The Hellraiser, like quite a few of the dragster-style cars, is questionably based on a real car. It might be, it might not be. If we had the kind of Top Gear back then that we do today, I'd probably see it on TV, but back then... Not so much. These were great for racing on the Super Track, but with no canopy and such a big engine, I'd imagine anyone trying to really drive that beast would just sucked out the top on a straightaway.
This one was just goofy. The back wheels were connected to the little guy in the middle, so his head would pop up and down as you pushed it along.
Hey, this once had a number, and racing stripes! And doors that worked! Forget that it's a Renault, this is one car that obviously moved, and fast! Zoom-zoom, indeed!
This is probably the lamest one of the collection. It doesn't look fast, has a color scheme still stuck in the 60s, and the doors don't work, despite this one even having handles imprinted on those doors, which many of the cars didn't. Definitely one of the early purchases. I was young and impressionable back then. Like, yeah, 6, so sue me.
This was another crazy hot rod car I had back in the day. Anything where you could see bits of the engine were a turn-on for me when I was 6. Otherwise, a fairly non-descript car.

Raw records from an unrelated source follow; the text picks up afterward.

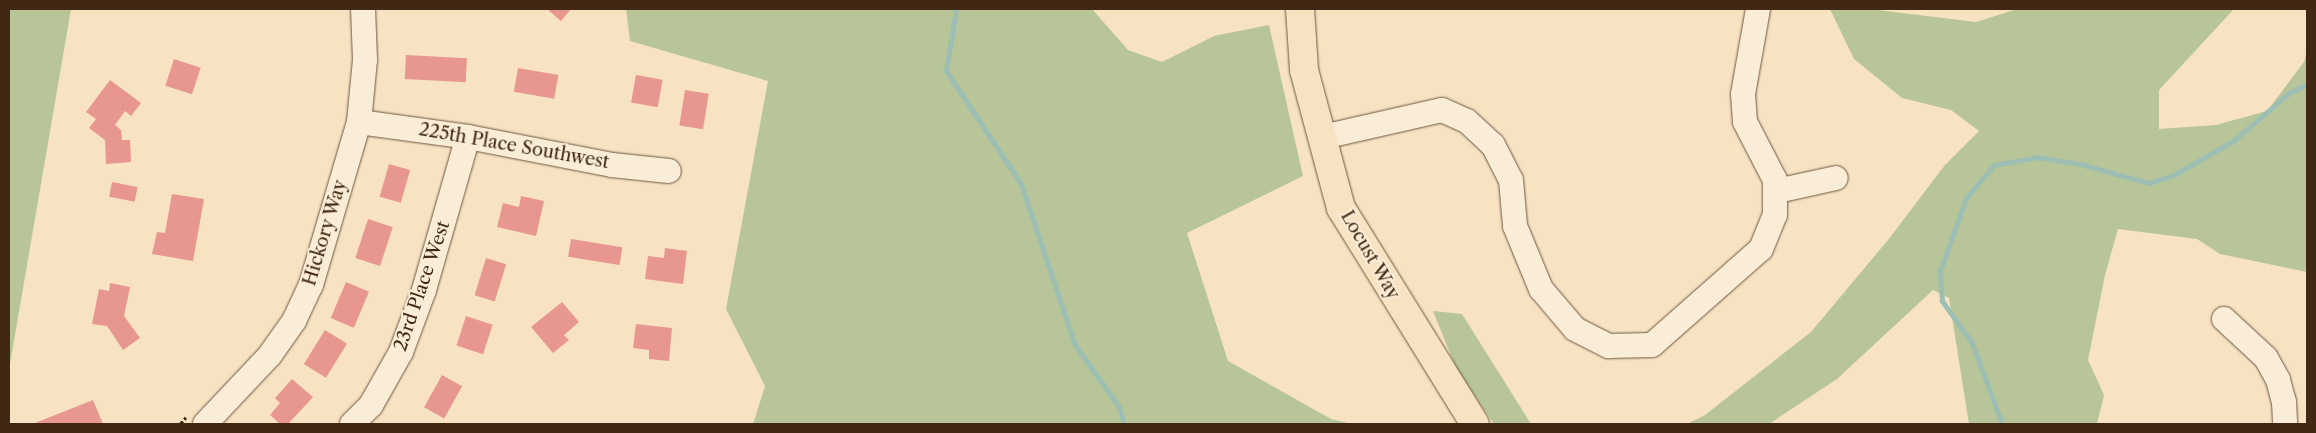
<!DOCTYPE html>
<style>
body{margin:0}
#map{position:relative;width:2316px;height:433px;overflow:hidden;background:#f7e3c2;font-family:"Libre Caslon Text",serif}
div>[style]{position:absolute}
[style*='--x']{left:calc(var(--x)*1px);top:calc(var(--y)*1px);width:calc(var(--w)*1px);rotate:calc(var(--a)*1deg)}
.green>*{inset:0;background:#b7c598}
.stream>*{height:5px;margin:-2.5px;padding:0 2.5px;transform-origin:2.5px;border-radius:2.5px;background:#9dbeb3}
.building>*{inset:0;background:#e7978f;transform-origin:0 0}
.path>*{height:3px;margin-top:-1.5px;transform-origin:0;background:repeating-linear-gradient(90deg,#412814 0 4px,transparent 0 6.5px)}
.roads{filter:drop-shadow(0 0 1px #6e5740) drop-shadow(0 0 1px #6e5740)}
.minor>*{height:24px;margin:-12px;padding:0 12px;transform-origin:12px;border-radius:12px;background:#faedd7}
.major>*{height:28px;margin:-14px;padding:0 14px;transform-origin:14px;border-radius:14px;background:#f7e3c2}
span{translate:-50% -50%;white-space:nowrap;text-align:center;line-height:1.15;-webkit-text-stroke:4px #faedd7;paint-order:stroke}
.street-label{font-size:18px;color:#412814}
.frame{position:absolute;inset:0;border:10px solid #412814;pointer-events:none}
</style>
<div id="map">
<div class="green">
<i style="clip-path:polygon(9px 9px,71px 9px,9px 370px)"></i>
<i style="clip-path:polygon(626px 9px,1092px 9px,1128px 50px,1162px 62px,1214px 36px,1269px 25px,1303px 176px,1187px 233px,1228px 361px,1331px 419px,1352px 424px,753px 424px,765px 386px,726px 309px,768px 81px,630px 41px)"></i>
<i style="clip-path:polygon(1830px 9px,1869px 9px,1976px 22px,2017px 9px,2234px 9px,2159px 90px,2159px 129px,2216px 125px,2267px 111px,2304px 62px,2307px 50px,2307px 272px,2220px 254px,2197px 239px,2118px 229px,2105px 275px,2088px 360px,2104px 395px,2097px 424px,1969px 424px,1949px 298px,1933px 290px,1837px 379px,1769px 424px,1687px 424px,1705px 415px,1811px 332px,1888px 240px,1945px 165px,1979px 131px,1951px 110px,1902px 98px,1854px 59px)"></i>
<i style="clip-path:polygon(1433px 311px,1462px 314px,1531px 424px,1494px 424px,1456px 368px)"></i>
</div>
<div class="stream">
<i style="--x:956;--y:9;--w:63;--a:99.2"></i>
<i style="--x:946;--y:71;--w:136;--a:56.4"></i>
<i style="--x:1021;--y:184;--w:170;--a:71.5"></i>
<i style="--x:1075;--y:345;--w:76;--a:54.6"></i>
<i style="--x:1119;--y:407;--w:18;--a:74"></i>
<i style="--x:2002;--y:424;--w:86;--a:-110.3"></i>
<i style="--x:1972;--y:343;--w:52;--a:-125.5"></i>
<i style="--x:1942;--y:301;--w:30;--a:-94"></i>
<i style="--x:1940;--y:271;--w:77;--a:-70.4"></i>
<i style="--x:1966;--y:198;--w:43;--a:-49.7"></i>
<i style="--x:1994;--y:165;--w:45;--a:-10.3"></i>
<i style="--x:2038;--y:157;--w:43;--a:9.5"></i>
<i style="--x:2080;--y:164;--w:72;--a:15.4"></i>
<i style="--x:2149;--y:183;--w:26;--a:-18"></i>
<i style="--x:2174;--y:175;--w:68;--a:-30"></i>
<i style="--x:2233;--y:141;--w:74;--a:-40.6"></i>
<i style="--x:2289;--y:93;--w:20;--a:-27"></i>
</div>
<div class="building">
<i style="clip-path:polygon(547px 9px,571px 9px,561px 21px)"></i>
<i style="left:406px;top:55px;width:61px;height:24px;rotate:3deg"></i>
<i style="left:174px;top:59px;width:28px;height:28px;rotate:18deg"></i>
<i style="left:518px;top:68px;width:41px;height:24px;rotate:10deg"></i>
<i style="left:636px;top:75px;width:27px;height:28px;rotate:10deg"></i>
<i style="clip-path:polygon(110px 80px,141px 103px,131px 116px,125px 111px,115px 125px,121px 130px,122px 140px,130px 140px,131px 162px,106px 164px,105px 140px,89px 128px,96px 119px,86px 112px)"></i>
<i style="left:685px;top:90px;width:24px;height:36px;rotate:9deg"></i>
<i style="left:389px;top:164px;width:22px;height:34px;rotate:16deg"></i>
<i style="left:112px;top:182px;width:26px;height:15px;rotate:11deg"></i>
<i style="clip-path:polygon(172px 194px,204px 199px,193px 261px,152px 254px,157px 232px,165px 233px)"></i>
<i style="clip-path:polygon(521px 196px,544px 201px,536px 236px,497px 227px,503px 203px,519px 207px)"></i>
<i style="left:368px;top:219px;width:26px;height:41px;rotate:18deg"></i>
<i style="left:571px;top:239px;width:52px;height:18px;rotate:9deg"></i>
<i style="clip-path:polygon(665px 248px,687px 251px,683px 284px,645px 279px,648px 256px,664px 258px)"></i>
<i style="left:486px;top:258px;width:21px;height:39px;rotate:17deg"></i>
<i style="left:346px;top:282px;width:25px;height:39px;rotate:23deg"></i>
<i style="clip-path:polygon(110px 283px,130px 287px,124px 316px,140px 338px,123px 350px,107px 326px,92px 324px,99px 289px,109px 291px)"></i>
<i style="clip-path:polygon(562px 302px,579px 322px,564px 335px,569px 340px,553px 353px,531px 327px)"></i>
<i style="left:466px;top:316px;width:28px;height:31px;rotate:18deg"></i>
<i style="clip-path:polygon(636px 324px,672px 328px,669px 361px,649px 359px,649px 350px,633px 348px)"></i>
<i style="left:325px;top:330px;width:26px;height:40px;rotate:32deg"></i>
<i style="left:442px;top:375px;width:23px;height:37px;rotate:29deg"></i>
<i style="clip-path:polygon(292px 379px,313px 397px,288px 424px,280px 424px,270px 415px,280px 403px,275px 398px)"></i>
<i style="clip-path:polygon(93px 400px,103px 424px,35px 424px,35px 423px)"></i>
</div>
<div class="path">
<i style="--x:180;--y:424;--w:9;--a:-49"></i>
</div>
<div class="roads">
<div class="minor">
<i style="--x:359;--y:122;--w:110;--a:7.8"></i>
<i style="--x:468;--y:137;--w:147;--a:11"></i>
<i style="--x:612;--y:165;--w:57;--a:6"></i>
<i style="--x:1323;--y:137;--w:122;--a:-12.8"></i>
<i style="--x:1442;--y:110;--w:27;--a:24"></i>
<i style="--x:1467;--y:121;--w:35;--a:43"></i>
<i style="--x:1493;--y:145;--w:39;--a:63"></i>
<i style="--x:1511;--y:180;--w:46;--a:85"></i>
<i style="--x:1515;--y:226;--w:68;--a:67.6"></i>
<i style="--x:1541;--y:289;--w:52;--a:49.6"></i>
<i style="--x:1575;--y:329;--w:38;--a:27"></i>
<i style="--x:1609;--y:346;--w:43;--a:-1.3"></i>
<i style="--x:1652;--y:345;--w:145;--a:-41.4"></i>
<i style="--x:1761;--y:249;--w:37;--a:-68"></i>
<i style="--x:1775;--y:215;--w:35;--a:-90"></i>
<i style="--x:1775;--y:180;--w:65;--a:-117.3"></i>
<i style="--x:1745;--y:122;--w:28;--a:-94"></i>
<i style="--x:1743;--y:94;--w:86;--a:-80"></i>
<i style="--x:1777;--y:191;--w:60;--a:-12.4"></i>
<i style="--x:2224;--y:319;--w:57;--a:42.9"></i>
<i style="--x:2266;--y:358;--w:25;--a:61"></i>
<i style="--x:2278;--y:380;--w:23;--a:75"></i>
<i style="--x:2284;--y:402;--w:22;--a:87"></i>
<i style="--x:205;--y:424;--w:95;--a:-46.7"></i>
<i style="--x:270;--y:355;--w:42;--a:-54.8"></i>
<i style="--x:294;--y:321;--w:40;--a:-65"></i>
<i style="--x:311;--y:285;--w:170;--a:-73.6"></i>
<i style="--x:359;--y:122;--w:62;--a:-84.5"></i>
<i style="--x:365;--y:60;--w:51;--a:-92.2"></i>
<i style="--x:352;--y:424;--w:27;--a:-45"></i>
<i style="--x:371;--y:405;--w:61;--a:-60.5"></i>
<i style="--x:401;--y:352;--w:66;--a:-69.6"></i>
<i style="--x:424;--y:290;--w:159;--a:-74"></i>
</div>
<div class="major">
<i style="--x:1300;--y:9;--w:61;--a:86.2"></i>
<i style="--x:1304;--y:70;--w:143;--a:75"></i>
<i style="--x:1341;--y:208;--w:254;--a:58.2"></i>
</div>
</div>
<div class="street-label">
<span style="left:514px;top:146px;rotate:10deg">225th Place Southwest</span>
<span style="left:325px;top:233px;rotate:-73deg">Hickory Way</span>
<span style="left:1370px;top:255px;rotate:60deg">Locust Way</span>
<span style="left:422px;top:286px;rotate:-71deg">23rd Place West</span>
</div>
<div class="frame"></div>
</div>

Hmm... Yeah. I don't know why they made it, I don't why I bought it, but... Yeah. Hovercraft. It had little wheels under it.

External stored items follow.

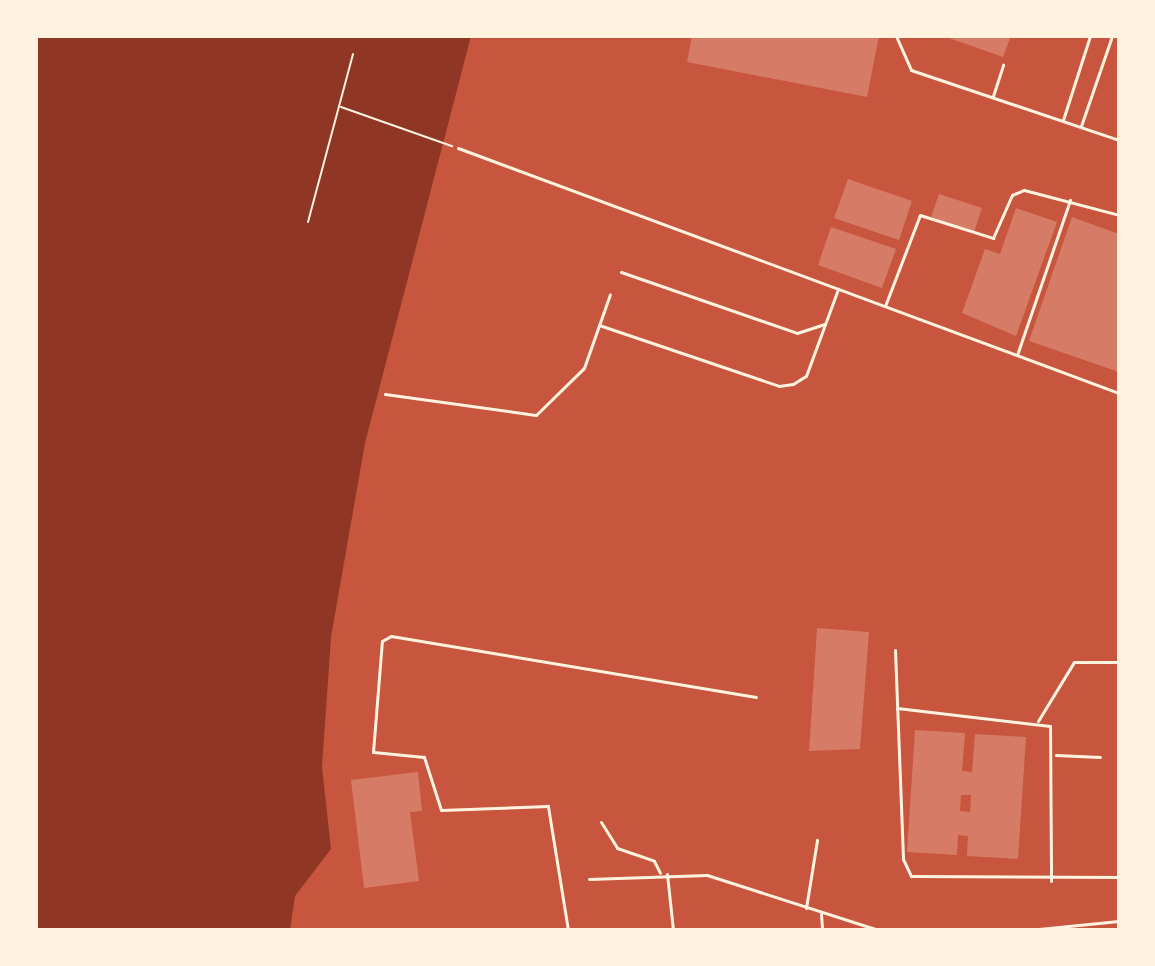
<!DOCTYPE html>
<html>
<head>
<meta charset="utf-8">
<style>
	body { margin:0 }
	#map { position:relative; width:1155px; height:966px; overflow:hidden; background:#c8553d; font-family:Figtree,sans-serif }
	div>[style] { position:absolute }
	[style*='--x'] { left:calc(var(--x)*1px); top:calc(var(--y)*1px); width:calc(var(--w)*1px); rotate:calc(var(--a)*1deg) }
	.water>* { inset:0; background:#8f3625 }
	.building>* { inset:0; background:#d67c66 }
	.path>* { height:2px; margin:-1px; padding:0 1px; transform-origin:1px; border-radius:1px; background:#fff3e0 }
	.service>* { height:3px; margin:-1.5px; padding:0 1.5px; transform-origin:1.5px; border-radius:1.5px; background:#fff3e0 }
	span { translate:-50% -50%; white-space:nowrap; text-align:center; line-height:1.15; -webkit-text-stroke:6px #fff3e0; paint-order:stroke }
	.frame { position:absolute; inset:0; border:38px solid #fff3e0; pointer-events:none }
</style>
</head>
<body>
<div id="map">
	<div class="water">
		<div style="clip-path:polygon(36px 36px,471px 36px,365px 443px,331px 637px,322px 767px,331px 849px,295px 896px,290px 930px,36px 930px)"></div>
	</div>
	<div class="building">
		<div style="clip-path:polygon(692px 36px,879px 36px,867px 97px,687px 62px)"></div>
		<div style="clip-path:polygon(943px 36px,1011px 36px,1003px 57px)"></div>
		<div style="clip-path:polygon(848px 179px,912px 201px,899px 240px,834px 218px)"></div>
		<div style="clip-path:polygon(939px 194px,982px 208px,974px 232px,931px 217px)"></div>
		<div style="clip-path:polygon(1016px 208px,1057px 222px,1016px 336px,962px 313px,985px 249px,1000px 254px)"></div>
		<div style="clip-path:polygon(1072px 217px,1119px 234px,1119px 372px,1029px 341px)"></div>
		<div style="clip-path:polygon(831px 227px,896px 249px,882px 288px,818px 265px)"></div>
		<div style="clip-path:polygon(817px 628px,869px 632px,860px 749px,809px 751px)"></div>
		<div style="clip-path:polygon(evenodd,915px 730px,965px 733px,962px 771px,972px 772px,975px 734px,1026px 737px,1018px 859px,967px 856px,968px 836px,958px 835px,957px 855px,907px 852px,915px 730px,961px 795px,971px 795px,970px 812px,960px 811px,961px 795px)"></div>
		<div style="clip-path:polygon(418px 772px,422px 811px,410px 812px,419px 881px,364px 888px,351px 780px)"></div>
	</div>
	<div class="path">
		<div style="--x:341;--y:107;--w:118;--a:19.4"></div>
		<div style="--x:308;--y:222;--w:174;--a:-75"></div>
	</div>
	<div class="service">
		<div style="--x:896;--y:36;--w:37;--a:66"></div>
		<div style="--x:911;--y:70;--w:219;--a:18.6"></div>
		<div style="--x:993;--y:96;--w:33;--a:-72"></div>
		<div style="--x:1063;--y:120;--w:88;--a:-72.2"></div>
		<div style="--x:1081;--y:126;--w:95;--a:-71"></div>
		<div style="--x:458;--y:148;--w:705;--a:20.34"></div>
		<div style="--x:621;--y:272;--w:186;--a:19.1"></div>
		<div style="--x:797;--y:333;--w:29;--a:-18"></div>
		<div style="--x:885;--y:306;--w:97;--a:-69"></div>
		<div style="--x:920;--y:215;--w:77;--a:17.5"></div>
		<div style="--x:993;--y:238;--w:47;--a:-66.2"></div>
		<div style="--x:1012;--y:195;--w:13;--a:-23"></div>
		<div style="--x:1024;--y:190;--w:98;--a:14.7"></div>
		<div style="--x:599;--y:325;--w:190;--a:18.7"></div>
		<div style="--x:779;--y:386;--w:14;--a:-8"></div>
		<div style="--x:793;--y:384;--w:15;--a:-32"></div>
		<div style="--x:806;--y:376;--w:93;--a:-69.8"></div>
		<div style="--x:1017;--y:355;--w:164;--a:-71.1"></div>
		<div style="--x:385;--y:394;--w:152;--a:7.9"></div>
		<div style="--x:536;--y:415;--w:67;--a:-44.4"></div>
		<div style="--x:584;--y:368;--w:78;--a:-70.6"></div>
		<div style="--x:895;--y:650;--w:209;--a:87.8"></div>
		<div style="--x:903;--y:859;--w:19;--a:65"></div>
		<div style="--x:911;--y:876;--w:208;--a:0.3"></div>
		<div style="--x:897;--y:708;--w:154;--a:6.7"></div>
		<div style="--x:1050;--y:726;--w:155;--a:89.6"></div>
		<div style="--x:1038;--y:721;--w:69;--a:-58.6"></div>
		<div style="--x:1074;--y:662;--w:45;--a:0"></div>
		<div style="--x:1056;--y:755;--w:44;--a:2.6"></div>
		<div style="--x:601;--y:822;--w:31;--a:58"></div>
		<div style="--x:617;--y:848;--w:39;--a:19"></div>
		<div style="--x:654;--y:861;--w:13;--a:63"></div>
		<div style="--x:667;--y:874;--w:56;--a:83.9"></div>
		<div style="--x:589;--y:879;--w:118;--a:-1.9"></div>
		<div style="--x:707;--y:875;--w:180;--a:17.8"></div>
		<div style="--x:806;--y:908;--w:69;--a:-80.8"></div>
		<div style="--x:821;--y:914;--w:16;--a:86"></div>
		<div style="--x:568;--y:930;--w:126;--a:-99.2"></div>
		<div style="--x:548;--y:806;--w:107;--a:177.9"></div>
		<div style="--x:441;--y:810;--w:56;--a:-107.8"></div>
		<div style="--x:424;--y:757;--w:51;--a:-174.4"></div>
		<div style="--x:373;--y:752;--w:111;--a:-85.4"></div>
		<div style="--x:382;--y:641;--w:10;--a:-29"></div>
		<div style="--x:391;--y:636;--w:370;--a:9.5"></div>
		<div style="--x:1029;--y:930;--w:90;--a:-5.7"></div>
	</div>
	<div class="frame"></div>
</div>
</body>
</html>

I was looking at the Hellraiser and thinking, didn't this come with, like, an engine cover that flipped up backwards? No, the Tanzara did. This held the rank of 3 in my pantheon of cars. I *hearted* my Tanzara. And, as an added bonus, it was part of the much-maligned Matchbox Streakers line.
I had to hunt a little further to find me a picture of my Enforcer, the beefiest Pontiac Firebird you ever saw. I may have mentioned before that I've always had a thing for that particular car in real life, and this is probabloy where it started. It just screams muscle, racing for pink slips, picking up chicks in Daisy Dukes on the main drag, doesn't it? Forget the fact that it's the kind of car you buy during your mid-life crisis, it's seriously cool, man.
There were many more in my collection, if I find any more pics I'll post them. Pics here are courtesy of 70er Matchbox, and Matchbox 1-75.